**Dataset excerpts:**
================

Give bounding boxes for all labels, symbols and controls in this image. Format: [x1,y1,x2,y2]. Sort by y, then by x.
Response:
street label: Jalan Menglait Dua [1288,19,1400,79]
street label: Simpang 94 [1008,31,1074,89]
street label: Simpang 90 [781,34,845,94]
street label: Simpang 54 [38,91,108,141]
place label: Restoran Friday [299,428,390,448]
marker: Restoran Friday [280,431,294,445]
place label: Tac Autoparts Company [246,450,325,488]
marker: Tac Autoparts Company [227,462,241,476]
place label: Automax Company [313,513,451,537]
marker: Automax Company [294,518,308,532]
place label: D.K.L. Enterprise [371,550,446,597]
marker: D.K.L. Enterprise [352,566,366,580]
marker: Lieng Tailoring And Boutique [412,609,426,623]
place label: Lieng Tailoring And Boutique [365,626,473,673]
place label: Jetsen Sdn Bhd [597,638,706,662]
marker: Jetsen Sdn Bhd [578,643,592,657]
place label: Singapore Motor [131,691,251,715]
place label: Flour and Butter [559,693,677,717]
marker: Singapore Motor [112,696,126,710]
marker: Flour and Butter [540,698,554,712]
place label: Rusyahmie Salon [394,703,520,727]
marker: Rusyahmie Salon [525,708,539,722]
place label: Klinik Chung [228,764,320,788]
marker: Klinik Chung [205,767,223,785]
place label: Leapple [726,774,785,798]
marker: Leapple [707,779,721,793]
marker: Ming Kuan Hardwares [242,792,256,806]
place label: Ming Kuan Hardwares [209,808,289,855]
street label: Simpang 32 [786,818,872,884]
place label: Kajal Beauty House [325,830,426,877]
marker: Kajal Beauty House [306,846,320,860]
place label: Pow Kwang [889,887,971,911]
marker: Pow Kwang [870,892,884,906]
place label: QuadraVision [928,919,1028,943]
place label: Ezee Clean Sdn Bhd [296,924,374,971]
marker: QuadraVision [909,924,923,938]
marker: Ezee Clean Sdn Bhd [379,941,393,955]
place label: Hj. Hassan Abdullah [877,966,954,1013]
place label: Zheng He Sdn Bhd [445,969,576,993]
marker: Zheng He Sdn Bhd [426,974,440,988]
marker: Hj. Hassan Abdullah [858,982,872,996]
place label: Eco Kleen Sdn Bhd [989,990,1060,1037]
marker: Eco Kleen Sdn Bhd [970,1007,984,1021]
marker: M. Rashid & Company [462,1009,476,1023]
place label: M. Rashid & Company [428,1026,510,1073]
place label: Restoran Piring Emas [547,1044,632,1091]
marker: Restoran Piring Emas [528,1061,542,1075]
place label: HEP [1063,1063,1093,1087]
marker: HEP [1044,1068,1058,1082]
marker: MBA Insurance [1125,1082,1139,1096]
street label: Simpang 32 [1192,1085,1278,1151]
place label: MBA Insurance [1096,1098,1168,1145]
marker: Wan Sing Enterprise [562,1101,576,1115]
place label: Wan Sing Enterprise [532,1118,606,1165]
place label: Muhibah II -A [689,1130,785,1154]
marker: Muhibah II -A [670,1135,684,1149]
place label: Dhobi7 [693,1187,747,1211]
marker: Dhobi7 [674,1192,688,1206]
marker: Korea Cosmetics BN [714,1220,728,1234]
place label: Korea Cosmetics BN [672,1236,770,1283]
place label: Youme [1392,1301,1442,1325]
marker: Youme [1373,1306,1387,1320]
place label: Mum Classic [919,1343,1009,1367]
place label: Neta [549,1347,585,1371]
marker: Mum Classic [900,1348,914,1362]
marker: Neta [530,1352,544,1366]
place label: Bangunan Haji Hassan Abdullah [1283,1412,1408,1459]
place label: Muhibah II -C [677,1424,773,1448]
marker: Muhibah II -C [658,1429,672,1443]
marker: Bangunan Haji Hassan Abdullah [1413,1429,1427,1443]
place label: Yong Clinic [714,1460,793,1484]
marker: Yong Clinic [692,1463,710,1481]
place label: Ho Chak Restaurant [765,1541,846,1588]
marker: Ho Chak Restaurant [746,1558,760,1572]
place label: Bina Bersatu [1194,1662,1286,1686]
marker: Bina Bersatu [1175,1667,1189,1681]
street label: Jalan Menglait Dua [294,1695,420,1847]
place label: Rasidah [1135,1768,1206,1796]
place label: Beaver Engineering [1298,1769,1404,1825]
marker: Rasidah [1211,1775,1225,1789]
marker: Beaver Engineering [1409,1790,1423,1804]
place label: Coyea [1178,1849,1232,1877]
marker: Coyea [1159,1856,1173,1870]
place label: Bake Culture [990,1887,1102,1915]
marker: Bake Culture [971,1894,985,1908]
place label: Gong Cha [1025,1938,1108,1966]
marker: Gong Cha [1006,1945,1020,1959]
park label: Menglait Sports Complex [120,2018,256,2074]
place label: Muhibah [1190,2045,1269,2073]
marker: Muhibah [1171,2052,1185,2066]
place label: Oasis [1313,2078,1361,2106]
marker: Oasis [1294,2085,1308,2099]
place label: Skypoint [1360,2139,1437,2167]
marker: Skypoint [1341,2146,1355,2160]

================

**Your objective:**
Look over the listing above. Pick out and copy every line that includes "Automax".

**Exercise output:**
place label: Automax Company [313,513,451,537]
marker: Automax Company [294,518,308,532]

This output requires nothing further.